In the modeling of our research, clustering and classification algorithms have been used to provide policy to investors and design a prediction solution. Figure 3 shows the experiment schema of model process. In the following, it is explained how to use data classification and clustering algorithms for the purposes of this research.

  • Classification algorithms

Fig. 3
figure 3

Schema of model process

Classification algorithms have been chosen to predict the success of startups and to determine key success indicators. Algorithms were chosen based on their suitability to the problem, and these algorithms show better results. We have considered four different machine learning classifier algorithms, including Random Forest (RF), Gradient Boosting (GB), Logistic Regression, and Support Vector Machine (SVM). In addition to machine learning algorithms, deep learning algorithm has been used that includes Multilayer Perceptron (MLP).

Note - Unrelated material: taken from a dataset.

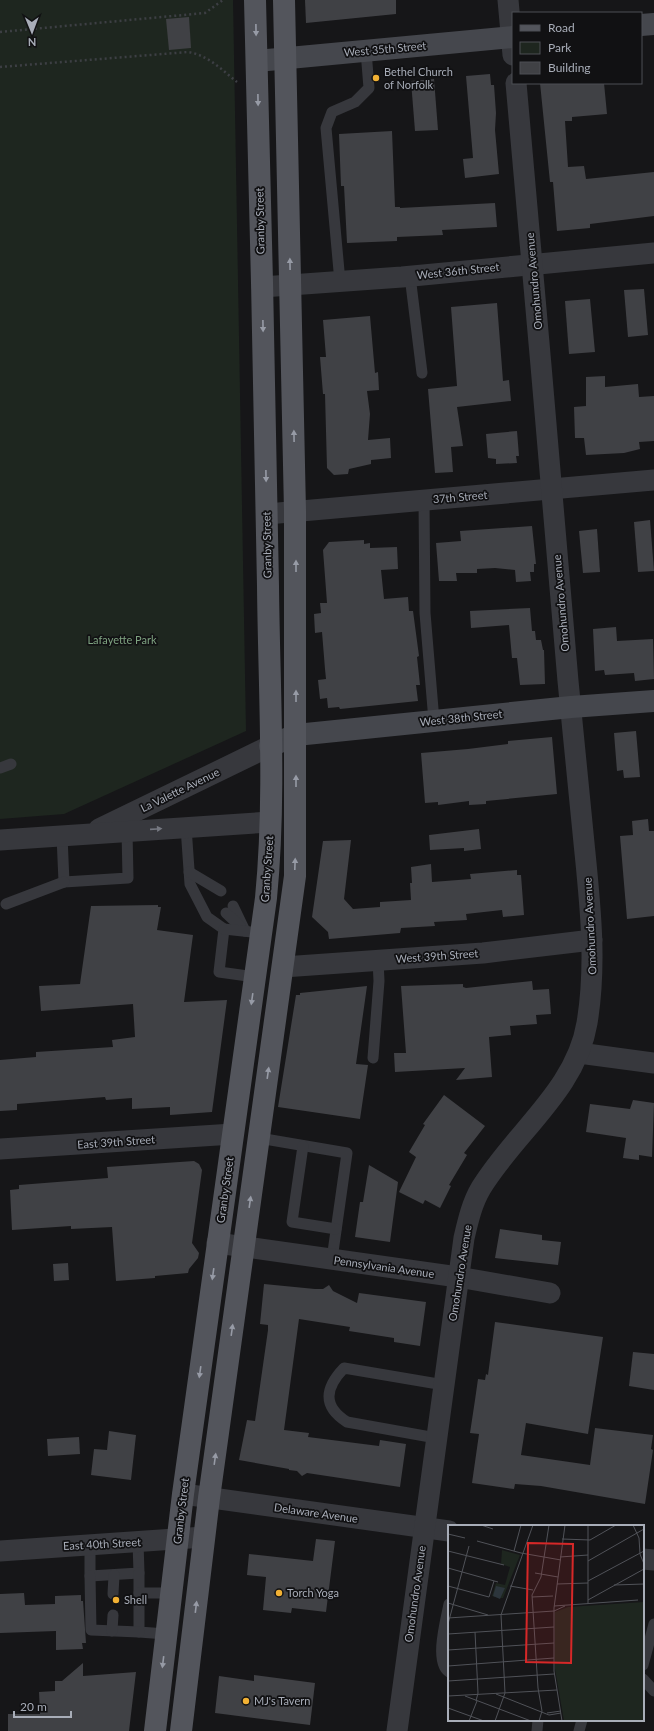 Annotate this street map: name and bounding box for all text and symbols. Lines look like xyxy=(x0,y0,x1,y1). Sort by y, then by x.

Gradient Boost and Random Forest consist of ensemble algorithms. We consider ensemble algorithms because it has been successfully used in the previous research (Arroyo et al., 2019; Kim et al., 2023; Rossi et al., 2020). As a complement to the ensemble classifiers, we use a classification method based on a different paradigm which is Support Vector Machines; in addition, this method has already shown good results in plenty of fields, including our research area (Kim et al., 2023; Zhang et al., 2019).

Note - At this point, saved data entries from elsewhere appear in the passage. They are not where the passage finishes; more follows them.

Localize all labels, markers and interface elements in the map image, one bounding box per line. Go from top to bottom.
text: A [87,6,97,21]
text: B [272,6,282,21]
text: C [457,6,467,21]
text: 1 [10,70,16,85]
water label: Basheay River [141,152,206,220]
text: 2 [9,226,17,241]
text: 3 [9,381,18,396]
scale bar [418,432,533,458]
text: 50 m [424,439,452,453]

Moreover, we utilize Multilayer Perceptron (MLP) as a neural network algorithm which consists of multiple layers of nodes in a directed graph, with each layer fully connected to the next one. Neural networks have been used effectively in several applications and solve problems in many areas, such as classification, pattern recognition, and image processing (Turkoglu & Kaya, 2020). Considering that MLP is less commonly used in previous research and its performance may not be as well-known as other classification algorithms, it is important to thoroughly evaluate its effectiveness in investment research.

In order to evaluate the performance of classification algorithms, the input dataset is randomly divided into the training dataset (80%, 320 records of data) and the test dataset (20%, 80 records of data). By dividing the data into training and test datasets, we can assess the performance of the trained algorithms by evaluating their predictions on the test dataset. This allows us to determine if the algorithms are capable of making accurate predictions on unseen data.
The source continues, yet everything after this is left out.